• [What you will do] All that is wanted is the exact lines from the first line of the data below through the line with "--surface:#fff; --page:#f6f6f6; --text:#222;", both ends included, with pictures omitted.

• [Provided records]
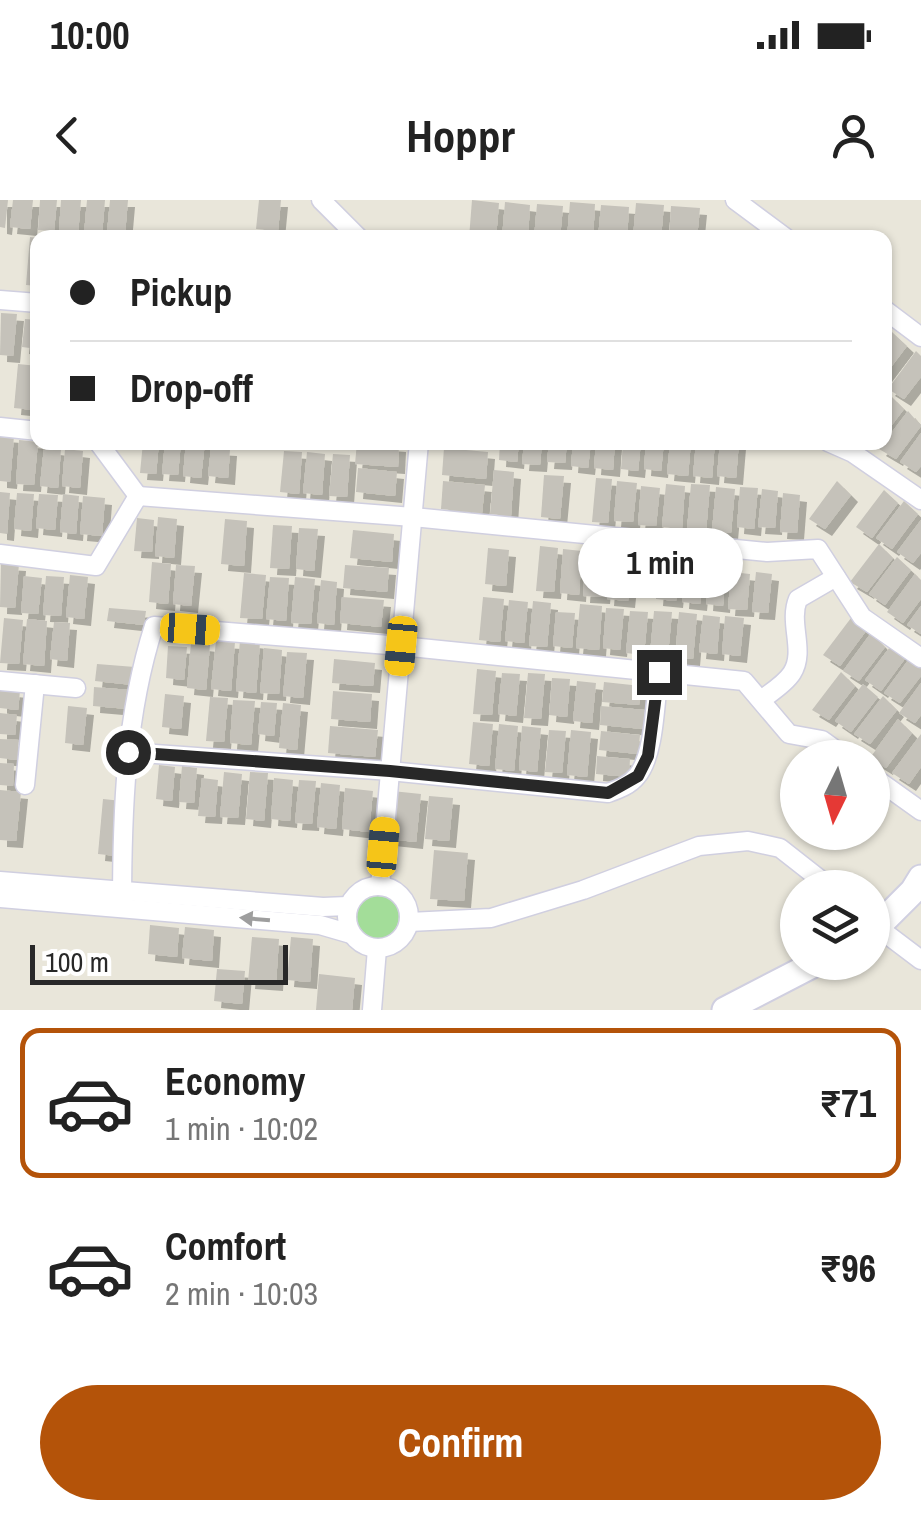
<!DOCTYPE html>
<html lang="en">
<head>
<meta charset="utf-8">
<style>
	:root { --surface:#fff; --page:#f6f6f6; --text:#222; --muted:#767676; --line:#e0e0e0; --accent:#b45309 }
	body { margin:0; font-family:"Archivo Narrow",sans-serif; background:var(--page); color:var(--text); height:100vh; display:flex; flex-direction:column; font-size:38px; white-space:nowrap }
	* { box-sizing:border-box; margin:0 }
	p { font-size:32px; color:var(--muted) }
	.icon { flex:none; width:55px; height:55px; fill:none; stroke:currentColor; stroke-width:2; stroke-linecap:round; stroke-linejoin:round }
	.map { position:relative; height:810px; overflow:hidden }
	.side { display:flex; flex-direction:column; background:var(--surface); flex:1 }
	.side>* { flex:none }
	.top-card { position:absolute; left:30px; top:30px; width:862px; height:220px; border-radius:20px; box-shadow:0 2px 8px #0004; display:grid; align-content:center; height:220px; padding:0 40px; background:var(--surface) }
	.needle { width:65px; rotate:185deg }
	.controls { position:absolute; left:780px; top:540px; display:grid; gap:20px }
	.controls a { display:grid; place-items:center; width:110px; height:110px; border-radius:50%; background:var(--surface); box-shadow:0 2px 8px #0004; font-size:50px }
	.scale { position:absolute; left:30px; bottom:25px; width:258px; box-sizing:border-box; padding-left:10px; border:5px solid #282828; border-top:0; font-size:28px; line-height:35px; white-space:nowrap; color:#282828; -webkit-text-stroke:8px #fff; paint-order:stroke }
	.end { position:absolute; width:45px; height:45px; margin:-22px; border:12px solid #282828; background:#fff; box-shadow:0 0 0 5px #fff }
	.from { border-radius:50% }
	.bubble { position:absolute; height:70px; border-radius:35px; background:var(--surface); box-shadow:0 2px 8px #0004; font-size:32px; font-weight:700; line-height:70px; text-align:center }
	.car { position:absolute; width:30px; height:60px; margin:-30px -15px; border-radius:12px; box-shadow:0 0 8px 2px #0007; background:linear-gradient(#f5c518 24%,#345 0 40%,#f5c518 0 76%,#345 0 86%,#f5c518 0) }
	.top-card b { display:flex; align-items:center; gap:35px; height:95px; font-size:38px }
	.top-card b+b { border-top:2px solid var(--line) }
	.top-card i { width:25px; height:25px; background:var(--text) }
	ul { padding:18px 0 0; list-style:none }
	li { display:flex; align-items:center; gap:30px; height:150px; margin:0 20px 15px; padding:0 20px; border:5px solid transparent; border-radius:20px }
	li div { flex:1 }
	li b { display:block; font-size:38px }
	li em { font-style:normal; font-weight:700 }
	li.active { border-color:var(--accent) }
	li>.icon { width:90px; height:90px; stroke-width:1.5 }
	.cta { display:flex; gap:20px; margin-top:auto; padding:20px 40px }
	.cta a { flex:1; height:115px; border-radius:60px; background:var(--accent); color:#fff; font-size:40px; font-weight:700; line-height:115px; text-align:center }
	.status { display:flex; justify-content:space-between; align-items:center; height:70px; padding:0 50px; background:var(--surface); direction:ltr }
	.status svg { height:28px; fill:currentColor }
	header { display:flex; justify-content:space-between; align-items:center; height:130px; padding:0 40px; background:var(--surface); font-size:45px; font-weight:700 }
	.map>svg:first-child { display:block }
	.green { fill:#a3dd99 }
	.building { fill:#c5c2ba; filter:url(#shadow) }
	.lines { fill:none; stroke-linecap:round; stroke-linejoin:round }
	.street-casing { stroke:#d0cfe0; stroke-width:21 }
	.secondary-casing { stroke:#d0cfe0; stroke-width:29 }
	.street { stroke:#fff; stroke-width:18 }
	.secondary { stroke:#fff; stroke-width:25 }
	.oneway { fill:#9e9e9e }
	.route { stroke:#282828; stroke-width:12 }
</style>
</head>
<body>
<div class="status"><b>10:00</b><svg viewBox="0 0 49 12"><path d="M0 12V9h3v3zM5 12V6h3v6zM10 12V3h3v9zM15 12V0h3v12zM26 1h20v11H26zM47 4h2v5h-2z"/></svg></div>
<header><svg class="icon" aria-label="back" viewBox="0 0 24 24"><path d="M15 5l-7 7 7 7"/></svg>Hoppr<svg class="icon" aria-label="person" viewBox="0 0 24 24"><circle cx="12" cy="8" r="4"/><path d="M4 21q1-7 8-7t8 7"/></svg></header>
<div class="map">
<svg width="921" height="810" viewBox="0 0 921 810">
	<defs>
		<filter id="shadow"><feDropShadow dx="7" dy="7" stdDeviation="0" flood-color="#0004"/></filter>
	</defs>
	<rect width="100%" height="100%" fill="#e9e6da"/>
	<circle class="green" cx="375" cy="716" r="24"/>
	<g class="building">
		<path d="M0,0h8l-3,28 -5,-1z"/>
		<path d="M13,0h20l-3,29 -20,-2z"/>
		<path d="M40,0h17l-3,31 -16,-1z"/>
		<path d="M61,0h20l-3,34 -19,-2z"/>
		<path d="M87,0h18l-3,35 -18,-1z"/>
		<path d="M110,0h18l-3,34 -18,-1z"/>
		<path d="M259,0h22l-3,31 -22,-2z"/>
		<path d="M472,0l27,3 -3,35h-27z"/>
		<path d="M505,2l25,3 -2,33h-26z"/>
		<path d="M570,2l25,2 -2,34h-26z"/>
		<path d="M636,3l28,2 -3,33h-28z"/>
		<path d="M537,4l26,2 -3,32h-26z"/>
		<path d="M601,5l28,2 -2,31h-29z"/>
		<path d="M671,6l29,2 -3,30h-28z"/>
		<path d="M30,37l8,1v48l-12,-1z"/>
		<path d="M1,113l16,1 -4,42 -13,-1z"/>
		<path d="M25,119l13,1v29l-16,-2z"/>
		<path d="M892,132l15,14 -22,29v-33z"/>
		<path d="M916,151l5,5v21l-17,22 -16,-10z"/>
		<path d="M18,164l20,2 -4,44 -20,-2z"/>
		<path d="M890,195l14,14 -19,25v-32z"/>
		<path d="M908,211l13,15 -25,33 -17,-10z"/>
		<path d="M921,233v33l-5,6 -16,-10z"/>
		<path d="M0,235l14,1 -4,46 -10,-1z"/>
		<path d="M19,240l19,2 -4,43 -18,-1z"/>
		<path d="M143,242h16l-3,32 -16,-1z"/>
		<path d="M165,242h16l-3,33 -16,-1z"/>
		<path d="M186,242h19l-4,36 -18,-2z"/>
		<path d="M357,242l42,3 -1,22 -43,-3z"/>
		<path d="M500,242h19l-2,20 -18,-2z"/>
		<path d="M524,242h18l-2,23 -18,-1z"/>
		<path d="M549,242h18l-2,21 -18,-1z"/>
		<path d="M573,242h18l-3,26 -17,-2z"/>
		<path d="M596,242h19l-2,28 -19,-2z"/>
		<path d="M623,242h18l-3,29 -17,-2z"/>
		<path d="M646,242h18l-3,29 -17,-2z"/>
		<path d="M670,242h21l-3,34 -21,-2z"/>
		<path d="M696,242h19l-3,36 -19,-2z"/>
		<path d="M720,242h19l-3,36 -19,-2z"/>
		<path d="M44,247l17,2 -3,39 -18,-2z"/>
		<path d="M211,248l19,1 -2,29 -20,-2z"/>
		<path d="M444,248l44,4 -2,27 -44,-4z"/>
		<path d="M65,249l18,2 -3,37 -18,-2z"/>
		<path d="M284,251l18,1 -3,42 -19,-2z"/>
		<path d="M307,252l18,2 -3,41 -19,-2z"/>
		<path d="M333,254l17,1 -3,42 -18,-1z"/>
		<path d="M358,268l39,4 -2,24 -39,-4z"/>
		<path d="M494,270l20,2 -3,44 -21,-2z"/>
		<path d="M544,275l20,1 -4,43 -19,-2z"/>
		<path d="M596,278l16,1 -4,44 -16,-1z"/>
		<path d="M443,281l42,4 -3,28 -41,-4z"/>
		<path d="M617,281l20,2 -4,39 -19,-1z"/>
		<path d="M837,281l14,14 -26,34 -16,-10z"/>
		<path d="M666,284l19,2 -3,43 -20,-2z"/>
		<path d="M691,284l19,1 -4,47 -19,-2z"/>
		<path d="M641,286l19,2 -4,38 -18,-1z"/>
		<path d="M716,287l19,2 -4,44 -19,-2z"/>
		<path d="M740,287l18,1 -4,41 -17,-2z"/>
		<path d="M762,289l16,2 -3,37 -17,-1z"/>
		<path d="M884,290l14,13 -26,35 -16,-11z"/>
		<path d="M0,292l10,1 -3,41 -7,-1z"/>
		<path d="M17,293l17,1 -3,37 -17,-2z"/>
		<path d="M783,293l17,2 -3,38 -17,-1z"/>
		<path d="M39,294l19,1 -3,35 -19,-2z"/>
		<path d="M63,294l16,2 -3,38 -16,-2z"/>
		<path d="M83,296l22,2 -3,38 -22,-2z"/>
		<path d="M904,301l14,13 -26,35 -16,-11z"/>
		<path d="M158,317l19,2 -3,39 -19,-2z"/>
		<path d="M137,318l17,2 -2,32 -18,-1z"/>
		<path d="M225,319l22,2 -3,45 -23,-2z"/>
		<path d="M921,320v33l-8,10 -16,-11z"/>
		<path d="M273,325l19,1 -3,43 -19,-1z"/>
		<path d="M299,328l19,1 -4,42 -18,-2z"/>
		<path d="M353,330l41,4 -2,28 -42,-4z"/>
		<path d="M879,344l14,14 -26,34 -17,-10z"/>
		<path d="M540,346l18,2 -4,44 -18,-1z"/>
		<path d="M488,348l21,2 -3,36 -21,-2z"/>
		<path d="M563,349l19,2 -3,44 -19,-2z"/>
		<path d="M611,351l22,2 -5,48 -21,-2z"/>
		<path d="M586,353l21,2 -4,42 -20,-1z"/>
		<path d="M897,357l14,13 -26,35 -16,-11z"/>
		<path d="M659,360l21,2 -4,39 -20,-2z"/>
		<path d="M685,361l19,1 -4,42 -18,-2z"/>
		<path d="M152,362l19,2 -3,40 -19,-2z"/>
		<path d="M1,363l18,1 -4,44 -15,-1z"/>
		<path d="M176,365l19,1 -4,40 -18,-2z"/>
		<path d="M345,365l44,3 -2,24 -44,-4z"/>
		<path d="M709,366l17,1 -3,39 -17,-2z"/>
		<path d="M731,372l19,2 -3,36 -19,-1z"/>
		<path d="M756,372l16,2 -4,39 -16,-1z"/>
		<path d="M244,373l22,2 -4,44 -22,-1z"/>
		<path d="M915,374l6,6v19l-18,24 -16,-11z"/>
		<path d="M70,375l18,2 -4,42 -18,-2z"/>
		<path d="M24,376l18,2 -4,36 -17,-1z"/>
		<path d="M46,376l18,1 -3,39 -18,-1z"/>
		<path d="M270,377l19,1 -3,43 -20,-2z"/>
		<path d="M295,377l20,2 -4,45 -20,-1z"/>
		<path d="M321,380l16,2 -3,43 -17,-2z"/>
		<path d="M342,397l42,3 -3,27 -41,-4z"/>
		<path d="M483,397l21,2 -4,43 -21,-2z"/>
		<path d="M509,400l19,2 -4,41 -19,-2z"/>
		<path d="M533,401l18,2 -4,44 -18,-1z"/>
		<path d="M580,404l22,2 -3,44 -23,-2z"/>
		<path d="M921,406v28l-14,-9z"/>
		<path d="M109,408l37,3 -2,14 -37,-4z"/>
		<path d="M606,408l18,1 -4,41 -17,-2z"/>
		<path d="M630,411l18,1 -4,43 -18,-2z"/>
		<path d="M654,411l18,1 -4,43 -18,-1z"/>
		<path d="M556,412l19,1 -3,35 -19,-2z"/>
		<path d="M679,412l18,2 -4,45 -18,-1z"/>
		<path d="M703,415l17,2 -3,37 -18,-2z"/>
		<path d="M725,416l19,2 -4,38 -18,-2z"/>
		<path d="M4,418l19,2 -4,44 -19,-1z"/>
		<path d="M851,418l15,13 -26,35 -17,-11z"/>
		<path d="M27,419l20,2 -3,45 -21,-2z"/>
		<path d="M54,422l16,1 -3,38 -17,-2z"/>
		<path d="M871,433l14,14 -26,34 -16,-10z"/>
		<path d="M240,440l20,2 -4,51 -20,-2z"/>
		<path d="M216,441l19,1 -4,49 -20,-2z"/>
		<path d="M191,443l19,2 -4,45 -19,-2z"/>
		<path d="M893,443l14,13 -26,35 -16,-11z"/>
		<path d="M168,446l19,1 -3,33 -18,-2z"/>
		<path d="M264,448l18,2 -3,44 -19,-1z"/>
		<path d="M287,452l20,1 -4,45 -20,-2z"/>
		<path d="M912,455l9,9v12l-21,27 -16,-10z"/>
		<path d="M334,459l41,4 -2,23 -41,-3z"/>
		<path d="M97,464l38,3 -2,18 -38,-4z"/>
		<path d="M477,469l19,2 -4,44 -19,-1z"/>
		<path d="M841,472l14,14 -26,34 -17,-10z"/>
		<path d="M502,473l18,1 -4,42 -18,-2z"/>
		<path d="M528,473l17,1 -4,45 -17,-1z"/>
		<path d="M552,478l18,1 -3,38 -18,-2z"/>
		<path d="M577,481l19,2 -4,40 -19,-2z"/>
		<path d="M604,482l37,4 -2,19 -37,-3z"/>
		<path d="M921,483v32l-6,8 -16,-10z"/>
		<path d="M863,484l15,13 -27,35 -16,-11z"/>
		<path d="M94,487l36,3 -2,19 -35,-3z"/>
		<path d="M0,489l20,2 -2,19 -18,-2z"/>
		<path d="M333,491l39,3 -2,28 -39,-3z"/>
		<path d="M165,494l19,2 -3,33 -19,-2z"/>
		<path d="M883,496l14,14 -27,34 -16,-10z"/>
		<path d="M210,497l18,1 -4,44 -18,-1z"/>
		<path d="M233,500l22,1 -4,44 -21,-2z"/>
		<path d="M261,502l16,1 -3,33 -16,-2z"/>
		<path d="M283,503l18,2 -4,45 -18,-2z"/>
		<path d="M68,506l19,2 -4,37 -18,-2z"/>
		<path d="M601,506l44,4 -2,19 -43,-4z"/>
		<path d="M0,513l17,2 -2,20 -15,-1z"/>
		<path d="M898,519l14,14 -26,35 -16,-10z"/>
		<path d="M473,522l20,2 -4,42 -20,-2z"/>
		<path d="M499,524l19,2 -4,45 -19,-2z"/>
		<path d="M330,526l48,4 -3,27 -47,-4z"/>
		<path d="M522,526l19,2 -4,44 -18,-2z"/>
		<path d="M549,530l17,1 -4,42 -17,-1z"/>
		<path d="M571,530l20,2 -4,45 -20,-2z"/>
		<path d="M601,531l39,4 -2,19 -39,-4z"/>
		<path d="M921,534v33l-12,17 -17,-11z"/>
		<path d="M0,539l19,1 -2,20 -17,-2z"/>
		<path d="M597,556l33,3 -1,18 -33,-3z"/>
		<path d="M0,563l14,1 -1,22 -13,-1z"/>
		<path d="M159,565l16,2 -3,34 -16,-2z"/>
		<path d="M182,566l15,2 -3,35 -15,-1z"/>
		<path d="M224,572l18,2 -4,44 -18,-1z"/>
		<path d="M250,572l18,1 -4,48 -18,-2z"/>
		<path d="M798,574v22l-12,-7z"/>
		<path d="M202,578l16,2 -3,37 -17,-1z"/>
		<path d="M274,578l19,2 -3,41 -19,-2z"/>
		<path d="M299,580l17,1 -4,43 -17,-1z"/>
		<path d="M321,583l19,2 -4,44 -19,-2z"/>
		<path d="M345,588l28,3 -4,41 -27,-3z"/>
		<path d="M0,590l21,2 -5,49 -16,-1z"/>
		<path d="M392,591l29,3 -5,48 -28,-3z"/>
		<path d="M429,596l24,2 -4,43 -24,-2z"/>
		<path d="M103,599l19,2 -5,55 -19,-2z"/>
		<path d="M434,650l34,3 -4,48 -34,-2z"/>
		<path d="M150,725l29,3 -2,29 -29,-3z"/>
		<path d="M185,727l29,3 -2,31 -30,-3z"/>
		<path d="M252,737l27,2 -3,45 -28,-2z"/>
		<path d="M291,737l22,2 -3,43 -23,-2z"/>
		<path d="M217,769l28,2 -3,33 -28,-3z"/>
		<path d="M319,774l36,4 -3,32h-36z"/>
	</g>
	<g class="lines">
		<g class="street-casing">
			<g id="street">
				<path d="M321,0l38,38"/>
				<path d="M735,0l51,38"/>
				<path d="M0,100l38,3"/>
				<path d="M885,110l36,27"/>
				<path d="M0,227l38,4"/>
				<path d="M828,242l25,11 68,47"/>
				<path d="M138,296l275,21 354,35 51,-3 44,68 59,41"/>
				<path d="M0,354l96,12 42,-70 -40,-54"/>
				<path d="M0,481l76,7"/>
				<path d="M761,500c9,-7 24,-16 31,-27 14,-22 -4,-50 6,-74l38,-22"/>
				<path d="M128,552l262,19 218,22c11,-4 22,-8 29,-17 18,-21 18,-76 22,-104"/>
				<path d="M872,576l49,35"/>
				<path d="M25,585l10,-101"/>
				<path d="M0,681l323,26 25,-1"/>
				<circle cx="378" cy="717" r="31"/>
				<path d="M380,686l39,-444"/>
				<path d="M0,698l320,27 31,9"/>
				<path d="M122,708c0,-95 3,-192 32,-282l247,20 343,35 45,53 33,6 25,18"/>
				<path d="M409,722l82,-4 92,-28 116,-44 49,-5 32,7 51,40"/>
				<path d="M872,723l49,37"/>
				<path d="M372,810l5,-61"/>
			</g>
		</g>
		<g class="secondary-casing">
			<g id="secondary">
				<path d="M872,732l41,-41 8,-13"/>
				<path d="M725,810l93,-48"/>
			</g>
		</g>
		<use href="#street" class="street"/>
		<use href="#secondary" class="secondary"/>
	</g>
	<defs><path id="oneway-solid" d="M-6-.8H1V-3.2L6.5 0L1 3.2V.8H-6Z" transform="scale(2.5)"/></defs>
	<use class="oneway" href="#oneway-solid" transform="translate(255 719) rotate(-175)"/>
	<g class="lines">
		<path class="route" d="M128,552l262,19 218,22 30,-17 10,-20 11,-84"/>
	</g>
</svg>
<div class="controls">
<a><svg class="needle" viewBox="-14 -14 28 28"><path d="M0-13l5 13h-10z" fill="#e53935"/><path d="M0 13l5-13h-10z" fill="#767676"/></svg></a>
<a><svg class="icon" aria-label="layers" viewBox="0 0 24 24"><path d="M12 4l9 5-9 5-9-5zM3 14l9 5 9-5"/></svg></a>
</div>
<div class="scale">100 m</div>
<i class="end from" style="left:128px;top:552px"></i>
<i class="end" style="left:659px;top:472px"></i>
<div class="bubble" style="left:578px;top:328px;width:165px">1 min</div>
<i class="car" style="left:190px;top:429px;rotate:94deg"></i>
<i class="car" style="left:401px;top:446px;rotate:185deg"></i>
<i class="car" style="left:383px;top:647px;rotate:5deg"></i>
<div class="top-card">
<b><i class="from"></i>Pickup</b>
<b><i></i>Drop-off</b>
</div>
</div>
<section class="side">
<ul>
<li class="active"><svg class="icon" aria-label="car" viewBox="0 0 24 24"><path d="M5 17H2v-5l4-1 3-4h7l3 4 3 1v5h-3M9 17h6M6 11h13"/><circle cx="7" cy="17" r="2"/><circle cx="17" cy="17" r="2"/></svg><div><b>Economy</b><p>1 min · 10:02</p></div><em>₹71</em></li>
<li><svg class="icon" aria-label="car" viewBox="0 0 24 24"><path d="M5 17H2v-5l4-1 3-4h7l3 4 3 1v5h-3M9 17h6M6 11h13"/><circle cx="7" cy="17" r="2"/><circle cx="17" cy="17" r="2"/></svg><div><b>Comfort</b><p>2 min · 10:03</p></div><em>₹96</em></li>
</ul>
<div class="cta"><a>Confirm</a></div>
</section>
</body>
</html>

• [Result of this exercise]
<!DOCTYPE html>
<html lang="en">
<head>
<meta charset="utf-8">
<style>
	:root { --surface:#fff; --page:#f6f6f6; --text:#222; --muted:#767676; --line:#e0e0e0; --accent:#b45309 }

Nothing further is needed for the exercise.